A
A
5 Leituras #45: A legalização da canábis no pós-verdade

5 Leituras #45: A legalização da canábis no pós-verdade

Sugestões de Henrique Raposo, autor do livro «Alentejo Prometido», publicado pela FFMS.
3 min
Novo artigo da rubrica «5 Leituras», em que autores da Fundação sugerem a leitura de cinco artigos ou a visualização de vídeos publicados na internet, em língua portuguesa, espanhola ou inglesa.

 

The Health Effects of Cannabis and Cannabinoids, The National Academy of Medicine
Relatório da NAP

O debate apressado sobre a legalização da canábis é uma das muitas manifestações do pós-verdade. A narrativa da legalização recreativa tomou a dianteira devido à sua aparência alegadamente progressista e inofensiva; de repente, uma garrafa de cerveja passou a ser mais ameaçadora do que um charro. Curiosamente, este narrativa esbarra de frente com o crescente consenso médico. Este relatório – o documento mais importante sobre a matéria – é claro sobre um ponto fundamental: existem provas substanciais que permitem estabelecer uma forte correlação estatística entre o uso de canábis e o desenvolvimento de esquizofrenia e outras psicoses, um risco obviamente agravado em consumidores frequentes.
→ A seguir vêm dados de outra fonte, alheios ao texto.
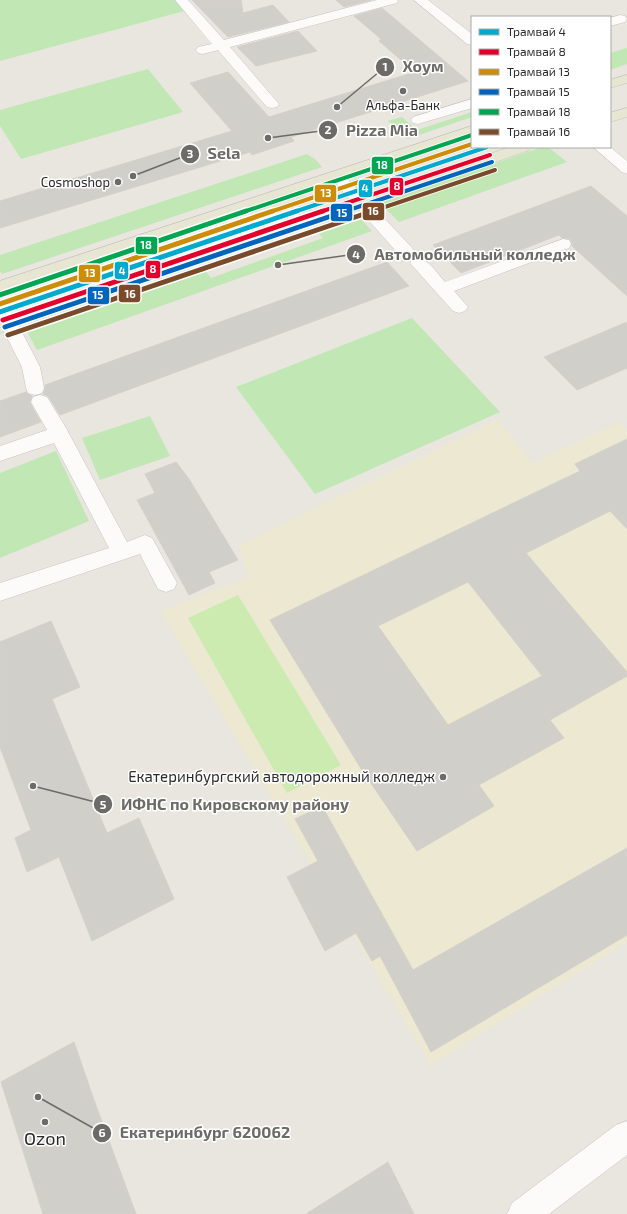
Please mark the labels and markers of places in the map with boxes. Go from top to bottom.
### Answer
callout: Хоум [375,53,452,81]
marker: Альфа-Банк [398,86,408,96]
place label: Альфа-Банк [366,97,440,113]
callout: Pizza Mia [318,116,426,144]
callout: Sela [180,140,248,168]
place label: Cosmoshop [41,174,110,190]
marker: Cosmoshop [113,177,123,187]
callout: Автомобильный колледж [346,240,584,268]
place label: Екатеринбургский автодорожный колледж [128,767,435,786]
marker: Екатеринбургский автодорожный колледж [438,772,448,782]
callout: ИФНС по Кировскому району [93,790,357,818]
marker: Ozon [40,1117,50,1127]
callout: Екатеринбург 620062 [92,1119,298,1147]
place label: Ozon [24,1127,66,1149]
Is Marijuana as safe as we think?
Malcolm Gladwell para a New Yorker

Este ensaio de um dos maiores pensadores americanos vivos revela um dado fundamental: a sociedade americana começa a repensar a legalização da canábis já existente em muitos estados da União. Como diz Gladwell, permitir e/ou não criminalizar o uso de canábis é uma coisa; promover a canábis é outra coisa completamente diferente. E, tendo em conta os factos agora conhecidos, essa legalização devia enfrentar pelo menos um enorme cepticismo.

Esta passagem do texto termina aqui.